§ INFORMATION PROVIDED:

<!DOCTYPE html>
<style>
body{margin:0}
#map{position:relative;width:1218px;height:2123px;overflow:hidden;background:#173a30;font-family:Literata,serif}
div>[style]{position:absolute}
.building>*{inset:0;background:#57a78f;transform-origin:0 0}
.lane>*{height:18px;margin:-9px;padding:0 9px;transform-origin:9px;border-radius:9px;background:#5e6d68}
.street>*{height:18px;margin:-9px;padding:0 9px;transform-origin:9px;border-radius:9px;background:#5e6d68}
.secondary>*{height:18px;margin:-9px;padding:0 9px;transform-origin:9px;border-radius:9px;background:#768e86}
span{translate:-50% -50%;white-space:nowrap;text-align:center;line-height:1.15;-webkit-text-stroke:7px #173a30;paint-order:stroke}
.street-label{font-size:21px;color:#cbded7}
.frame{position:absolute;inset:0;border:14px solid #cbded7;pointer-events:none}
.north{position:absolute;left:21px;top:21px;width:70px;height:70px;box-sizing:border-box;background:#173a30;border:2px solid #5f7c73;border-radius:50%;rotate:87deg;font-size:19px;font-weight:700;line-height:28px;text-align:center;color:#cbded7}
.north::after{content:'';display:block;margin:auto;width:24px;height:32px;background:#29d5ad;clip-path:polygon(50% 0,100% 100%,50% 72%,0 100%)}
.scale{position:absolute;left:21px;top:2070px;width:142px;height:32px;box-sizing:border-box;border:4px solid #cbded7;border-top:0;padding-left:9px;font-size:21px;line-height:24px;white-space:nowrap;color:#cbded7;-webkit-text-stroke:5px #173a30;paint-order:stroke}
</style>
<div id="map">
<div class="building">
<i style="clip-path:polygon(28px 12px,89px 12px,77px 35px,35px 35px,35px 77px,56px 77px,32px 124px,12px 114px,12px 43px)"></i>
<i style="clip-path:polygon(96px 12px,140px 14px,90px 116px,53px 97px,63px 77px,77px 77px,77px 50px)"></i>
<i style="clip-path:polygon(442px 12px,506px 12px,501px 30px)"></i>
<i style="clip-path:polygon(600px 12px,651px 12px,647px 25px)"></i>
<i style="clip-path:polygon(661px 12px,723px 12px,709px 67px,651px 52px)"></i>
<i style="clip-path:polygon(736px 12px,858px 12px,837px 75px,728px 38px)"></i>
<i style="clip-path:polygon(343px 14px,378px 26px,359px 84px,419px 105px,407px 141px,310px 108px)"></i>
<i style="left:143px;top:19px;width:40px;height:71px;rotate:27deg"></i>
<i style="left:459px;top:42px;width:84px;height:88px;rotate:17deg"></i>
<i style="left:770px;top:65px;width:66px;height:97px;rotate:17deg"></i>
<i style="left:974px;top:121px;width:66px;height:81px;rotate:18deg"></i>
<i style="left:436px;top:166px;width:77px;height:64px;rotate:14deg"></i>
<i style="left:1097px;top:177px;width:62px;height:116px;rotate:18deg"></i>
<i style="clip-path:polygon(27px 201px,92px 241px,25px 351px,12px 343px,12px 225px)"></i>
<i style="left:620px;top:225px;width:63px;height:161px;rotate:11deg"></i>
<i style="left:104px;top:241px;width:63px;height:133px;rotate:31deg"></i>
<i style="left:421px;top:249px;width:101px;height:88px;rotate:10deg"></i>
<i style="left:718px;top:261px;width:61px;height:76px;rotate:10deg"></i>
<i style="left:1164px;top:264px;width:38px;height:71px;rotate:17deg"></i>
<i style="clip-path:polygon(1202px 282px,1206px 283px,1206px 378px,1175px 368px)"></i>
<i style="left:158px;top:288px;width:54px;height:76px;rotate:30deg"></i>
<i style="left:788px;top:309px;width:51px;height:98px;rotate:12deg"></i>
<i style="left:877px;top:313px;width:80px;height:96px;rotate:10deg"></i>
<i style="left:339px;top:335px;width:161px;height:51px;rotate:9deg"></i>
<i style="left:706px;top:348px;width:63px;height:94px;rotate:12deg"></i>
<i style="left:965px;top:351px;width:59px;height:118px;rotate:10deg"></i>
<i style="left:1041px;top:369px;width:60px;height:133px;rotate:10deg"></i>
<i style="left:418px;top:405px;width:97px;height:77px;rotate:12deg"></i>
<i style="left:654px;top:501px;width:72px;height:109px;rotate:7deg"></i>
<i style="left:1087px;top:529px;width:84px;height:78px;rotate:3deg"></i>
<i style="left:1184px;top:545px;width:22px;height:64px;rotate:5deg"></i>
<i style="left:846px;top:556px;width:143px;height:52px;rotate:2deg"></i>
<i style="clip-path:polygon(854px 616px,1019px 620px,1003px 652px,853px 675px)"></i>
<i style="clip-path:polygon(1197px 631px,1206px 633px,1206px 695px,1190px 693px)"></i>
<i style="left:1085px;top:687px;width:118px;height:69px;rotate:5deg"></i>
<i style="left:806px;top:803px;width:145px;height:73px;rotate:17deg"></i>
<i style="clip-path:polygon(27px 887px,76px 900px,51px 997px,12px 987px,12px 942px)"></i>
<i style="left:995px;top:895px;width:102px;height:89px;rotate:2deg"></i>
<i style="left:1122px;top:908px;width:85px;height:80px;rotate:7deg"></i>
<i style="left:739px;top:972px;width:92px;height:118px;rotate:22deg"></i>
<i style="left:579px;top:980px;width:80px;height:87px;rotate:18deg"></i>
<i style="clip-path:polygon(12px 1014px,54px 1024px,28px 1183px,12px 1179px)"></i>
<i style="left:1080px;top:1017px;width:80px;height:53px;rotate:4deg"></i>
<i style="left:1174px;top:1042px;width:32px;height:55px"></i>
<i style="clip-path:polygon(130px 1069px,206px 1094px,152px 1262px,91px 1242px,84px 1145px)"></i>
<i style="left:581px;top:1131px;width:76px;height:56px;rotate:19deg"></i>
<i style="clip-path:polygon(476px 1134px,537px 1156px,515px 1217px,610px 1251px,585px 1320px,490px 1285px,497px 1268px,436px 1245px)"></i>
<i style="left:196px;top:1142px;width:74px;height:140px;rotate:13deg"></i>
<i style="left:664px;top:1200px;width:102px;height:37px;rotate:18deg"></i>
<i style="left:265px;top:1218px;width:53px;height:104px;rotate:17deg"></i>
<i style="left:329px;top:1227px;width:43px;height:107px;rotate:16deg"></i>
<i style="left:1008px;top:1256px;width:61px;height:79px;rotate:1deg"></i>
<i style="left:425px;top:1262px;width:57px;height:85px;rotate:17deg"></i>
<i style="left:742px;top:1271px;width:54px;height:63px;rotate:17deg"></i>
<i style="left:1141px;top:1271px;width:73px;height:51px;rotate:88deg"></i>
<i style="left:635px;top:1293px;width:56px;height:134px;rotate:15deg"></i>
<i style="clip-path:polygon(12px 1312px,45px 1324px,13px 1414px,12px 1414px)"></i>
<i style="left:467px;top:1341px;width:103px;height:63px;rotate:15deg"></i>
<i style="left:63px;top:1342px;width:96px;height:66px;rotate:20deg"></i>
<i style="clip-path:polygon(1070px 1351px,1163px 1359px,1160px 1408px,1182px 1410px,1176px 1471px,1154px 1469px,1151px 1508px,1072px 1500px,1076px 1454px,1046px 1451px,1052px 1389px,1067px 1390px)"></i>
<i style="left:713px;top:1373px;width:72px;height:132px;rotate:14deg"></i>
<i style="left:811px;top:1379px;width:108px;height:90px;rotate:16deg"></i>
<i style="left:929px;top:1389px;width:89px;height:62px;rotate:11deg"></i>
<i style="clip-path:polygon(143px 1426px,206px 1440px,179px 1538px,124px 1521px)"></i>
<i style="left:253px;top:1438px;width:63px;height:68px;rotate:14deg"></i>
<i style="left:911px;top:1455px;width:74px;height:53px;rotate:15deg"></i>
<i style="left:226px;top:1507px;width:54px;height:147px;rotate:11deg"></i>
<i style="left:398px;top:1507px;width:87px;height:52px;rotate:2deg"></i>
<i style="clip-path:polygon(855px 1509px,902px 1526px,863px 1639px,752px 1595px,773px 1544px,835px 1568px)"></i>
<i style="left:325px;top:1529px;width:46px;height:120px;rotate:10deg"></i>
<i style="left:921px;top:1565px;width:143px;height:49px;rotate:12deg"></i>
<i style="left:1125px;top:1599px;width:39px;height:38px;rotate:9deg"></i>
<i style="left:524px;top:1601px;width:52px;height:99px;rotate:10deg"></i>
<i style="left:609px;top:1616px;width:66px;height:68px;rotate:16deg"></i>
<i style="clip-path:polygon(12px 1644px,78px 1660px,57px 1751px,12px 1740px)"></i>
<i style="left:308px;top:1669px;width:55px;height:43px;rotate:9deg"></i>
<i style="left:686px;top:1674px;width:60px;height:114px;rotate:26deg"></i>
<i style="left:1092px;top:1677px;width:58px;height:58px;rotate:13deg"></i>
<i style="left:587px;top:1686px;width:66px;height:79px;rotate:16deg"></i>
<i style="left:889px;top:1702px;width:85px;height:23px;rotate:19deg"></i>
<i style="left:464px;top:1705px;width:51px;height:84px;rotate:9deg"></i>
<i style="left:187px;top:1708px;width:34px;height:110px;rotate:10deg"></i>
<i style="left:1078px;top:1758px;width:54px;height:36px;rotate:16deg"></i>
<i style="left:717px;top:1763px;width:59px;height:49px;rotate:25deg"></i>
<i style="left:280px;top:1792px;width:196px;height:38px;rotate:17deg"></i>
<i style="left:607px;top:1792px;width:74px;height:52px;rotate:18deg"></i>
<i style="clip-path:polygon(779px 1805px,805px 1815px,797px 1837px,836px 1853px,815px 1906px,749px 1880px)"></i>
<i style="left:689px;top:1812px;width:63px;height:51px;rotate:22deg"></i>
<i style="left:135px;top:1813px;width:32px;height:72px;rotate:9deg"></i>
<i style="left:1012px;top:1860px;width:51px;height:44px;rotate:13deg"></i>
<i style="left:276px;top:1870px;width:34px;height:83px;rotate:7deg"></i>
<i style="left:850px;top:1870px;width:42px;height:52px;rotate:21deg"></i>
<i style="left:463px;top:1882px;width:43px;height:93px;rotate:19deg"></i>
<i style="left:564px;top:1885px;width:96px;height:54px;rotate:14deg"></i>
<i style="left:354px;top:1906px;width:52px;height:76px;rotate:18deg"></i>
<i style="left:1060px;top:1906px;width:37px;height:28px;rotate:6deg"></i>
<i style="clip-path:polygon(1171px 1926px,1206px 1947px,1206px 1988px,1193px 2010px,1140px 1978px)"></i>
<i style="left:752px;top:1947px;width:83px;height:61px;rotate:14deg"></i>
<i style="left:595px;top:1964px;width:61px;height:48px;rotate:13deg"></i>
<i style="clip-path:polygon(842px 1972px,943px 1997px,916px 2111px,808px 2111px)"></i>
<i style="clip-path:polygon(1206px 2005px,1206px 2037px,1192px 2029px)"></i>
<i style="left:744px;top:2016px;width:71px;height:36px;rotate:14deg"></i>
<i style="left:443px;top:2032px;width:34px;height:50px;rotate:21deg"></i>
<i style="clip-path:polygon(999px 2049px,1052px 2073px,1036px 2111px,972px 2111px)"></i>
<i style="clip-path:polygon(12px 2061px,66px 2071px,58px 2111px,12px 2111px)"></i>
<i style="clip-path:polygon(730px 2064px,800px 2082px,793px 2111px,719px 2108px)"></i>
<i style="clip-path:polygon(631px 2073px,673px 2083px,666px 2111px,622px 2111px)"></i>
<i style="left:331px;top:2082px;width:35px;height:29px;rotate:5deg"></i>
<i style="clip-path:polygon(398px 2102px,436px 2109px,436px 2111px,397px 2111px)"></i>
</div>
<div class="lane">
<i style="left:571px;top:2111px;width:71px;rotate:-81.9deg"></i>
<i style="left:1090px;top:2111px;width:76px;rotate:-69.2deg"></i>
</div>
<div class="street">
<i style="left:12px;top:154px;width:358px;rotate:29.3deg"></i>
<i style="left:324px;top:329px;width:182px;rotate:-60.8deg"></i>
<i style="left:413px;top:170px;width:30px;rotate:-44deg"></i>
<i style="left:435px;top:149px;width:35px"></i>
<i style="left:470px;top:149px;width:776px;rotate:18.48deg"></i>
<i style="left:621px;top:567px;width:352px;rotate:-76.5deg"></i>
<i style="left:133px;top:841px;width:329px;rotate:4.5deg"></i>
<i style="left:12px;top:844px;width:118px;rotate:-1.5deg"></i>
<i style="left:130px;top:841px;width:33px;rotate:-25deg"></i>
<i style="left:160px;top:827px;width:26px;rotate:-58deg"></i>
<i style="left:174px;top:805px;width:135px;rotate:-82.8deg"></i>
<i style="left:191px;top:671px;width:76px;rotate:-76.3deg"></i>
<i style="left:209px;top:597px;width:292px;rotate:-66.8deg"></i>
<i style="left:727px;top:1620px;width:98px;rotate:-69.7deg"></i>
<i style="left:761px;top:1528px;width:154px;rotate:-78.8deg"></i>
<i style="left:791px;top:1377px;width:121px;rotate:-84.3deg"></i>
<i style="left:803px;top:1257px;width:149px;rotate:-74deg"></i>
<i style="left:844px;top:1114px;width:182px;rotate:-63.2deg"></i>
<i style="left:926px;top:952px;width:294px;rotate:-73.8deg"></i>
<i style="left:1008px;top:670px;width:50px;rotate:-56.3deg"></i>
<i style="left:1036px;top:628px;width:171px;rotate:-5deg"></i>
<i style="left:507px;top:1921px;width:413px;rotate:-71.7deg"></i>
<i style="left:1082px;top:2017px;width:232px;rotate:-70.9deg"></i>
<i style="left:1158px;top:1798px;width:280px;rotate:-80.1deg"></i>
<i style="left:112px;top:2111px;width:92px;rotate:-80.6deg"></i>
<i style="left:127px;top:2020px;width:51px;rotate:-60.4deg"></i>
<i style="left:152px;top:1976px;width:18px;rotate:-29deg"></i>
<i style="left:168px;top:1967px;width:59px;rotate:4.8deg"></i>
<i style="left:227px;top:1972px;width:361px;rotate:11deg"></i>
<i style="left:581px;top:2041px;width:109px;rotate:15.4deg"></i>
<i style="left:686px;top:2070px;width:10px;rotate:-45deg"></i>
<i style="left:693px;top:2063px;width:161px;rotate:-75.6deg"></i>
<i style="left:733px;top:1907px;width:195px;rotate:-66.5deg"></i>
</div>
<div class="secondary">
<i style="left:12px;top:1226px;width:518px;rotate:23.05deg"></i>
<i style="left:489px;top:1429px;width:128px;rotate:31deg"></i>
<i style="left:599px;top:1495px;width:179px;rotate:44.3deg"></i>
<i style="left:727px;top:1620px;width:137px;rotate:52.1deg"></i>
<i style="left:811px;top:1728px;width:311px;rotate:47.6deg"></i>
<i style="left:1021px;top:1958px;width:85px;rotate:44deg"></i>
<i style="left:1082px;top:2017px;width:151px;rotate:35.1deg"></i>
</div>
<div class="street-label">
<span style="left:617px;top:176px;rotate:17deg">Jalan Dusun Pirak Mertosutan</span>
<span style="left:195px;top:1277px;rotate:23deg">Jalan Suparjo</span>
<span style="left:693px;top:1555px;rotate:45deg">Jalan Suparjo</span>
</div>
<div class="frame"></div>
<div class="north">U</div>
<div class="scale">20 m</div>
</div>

§ THE TASK: Exactly the lines from the one containing "Dusun Pirak Mertosutan</span>" through the end of the records above should be returned, with both ends kept.

§ RESULT FOR THIS EXERCISE:
<span style="left:617px;top:176px;rotate:17deg">Jalan Dusun Pirak Mertosutan</span>
<span style="left:195px;top:1277px;rotate:23deg">Jalan Suparjo</span>
<span style="left:693px;top:1555px;rotate:45deg">Jalan Suparjo</span>
</div>
<div class="frame"></div>
<div class="north">U</div>
<div class="scale">20 m</div>
</div>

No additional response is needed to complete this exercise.